(Problem details)
Give back the entries verbatim.
——————
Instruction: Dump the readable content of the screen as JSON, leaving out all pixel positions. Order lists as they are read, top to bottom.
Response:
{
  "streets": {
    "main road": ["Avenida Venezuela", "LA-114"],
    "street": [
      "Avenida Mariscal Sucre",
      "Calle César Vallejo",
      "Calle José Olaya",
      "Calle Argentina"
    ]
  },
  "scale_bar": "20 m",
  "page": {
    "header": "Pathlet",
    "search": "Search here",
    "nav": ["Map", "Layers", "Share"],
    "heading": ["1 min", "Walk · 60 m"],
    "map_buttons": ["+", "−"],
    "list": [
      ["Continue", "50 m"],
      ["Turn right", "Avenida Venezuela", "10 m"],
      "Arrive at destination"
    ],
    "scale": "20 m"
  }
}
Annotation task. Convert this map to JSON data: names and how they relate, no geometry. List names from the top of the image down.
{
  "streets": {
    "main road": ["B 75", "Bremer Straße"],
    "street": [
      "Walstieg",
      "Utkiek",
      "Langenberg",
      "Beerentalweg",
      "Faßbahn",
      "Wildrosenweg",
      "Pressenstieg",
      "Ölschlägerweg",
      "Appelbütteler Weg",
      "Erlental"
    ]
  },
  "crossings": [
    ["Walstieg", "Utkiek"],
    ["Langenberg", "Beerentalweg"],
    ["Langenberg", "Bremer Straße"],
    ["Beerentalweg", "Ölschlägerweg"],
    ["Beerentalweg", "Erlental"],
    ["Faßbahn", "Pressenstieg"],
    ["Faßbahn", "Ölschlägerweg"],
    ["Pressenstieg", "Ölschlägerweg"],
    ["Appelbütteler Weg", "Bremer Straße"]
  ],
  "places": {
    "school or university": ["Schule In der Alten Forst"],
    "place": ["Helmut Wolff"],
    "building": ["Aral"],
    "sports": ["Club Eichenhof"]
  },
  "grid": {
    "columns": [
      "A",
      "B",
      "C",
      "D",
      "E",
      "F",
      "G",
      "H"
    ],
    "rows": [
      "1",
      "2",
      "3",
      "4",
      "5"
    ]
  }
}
——————
(Output)
Instruction: Dump the readable content of the screen as JSON, leaving out all pixel positions. Order lists as they are read, top to bottom.
Response:
{
  "streets": {
    "main road": ["Avenida Venezuela", "LA-114"],
    "street": [
      "Avenida Mariscal Sucre",
      "Calle César Vallejo",
      "Calle José Olaya",
      "Calle Argentina"
    ]
  },
  "scale_bar": "20 m",
  "page": {
    "header": "Pathlet",
    "search": "Search here",
    "nav": ["Map", "Layers", "Share"],
    "heading": ["1 min", "Walk · 60 m"],
    "map_buttons": ["+", "−"],
    "list": [
      ["Continue", "50 m"],
      ["Turn right", "Avenida Venezuela", "10 m"],
      "Arrive at destination"
    ],
    "scale": "20 m"
  }
}
Annotation task. Convert this map to JSON data: names and how they relate, no geometry. List names from the top of the image down.
{
  "streets": {
    "main road": ["B 75", "Bremer Straße"],
    "street": [
      "Walstieg",
      "Utkiek",
      "Langenberg",
      "Beerentalweg",
      "Faßbahn",
      "Wildrosenweg",
      "Pressenstieg",
      "Ölschlägerweg",
      "Appelbütteler Weg",
      "Erlental"
    ]
  },
  "crossings": [
    ["Walstieg", "Utkiek"],
    ["Langenberg", "Beerentalweg"],
    ["Langenberg", "Bremer Straße"],
    ["Beerentalweg", "Ölschlägerweg"],
    ["Beerentalweg", "Erlental"],
    ["Faßbahn", "Pressenstieg"],
    ["Faßbahn", "Ölschlägerweg"],
    ["Pressenstieg", "Ölschlägerweg"],
    ["Appelbütteler Weg", "Bremer Straße"]
  ],
  "places": {
    "school or university": ["Schule In der Alten Forst"],
    "place": ["Helmut Wolff"],
    "building": ["Aral"],
    "sports": ["Club Eichenhof"]
  },
  "grid": {
    "columns": [
      "A",
      "B",
      "C",
      "D",
      "E",
      "F",
      "G",
      "H"
    ],
    "rows": [
      "1",
      "2",
      "3",
      "4",
      "5"
    ]
  }
}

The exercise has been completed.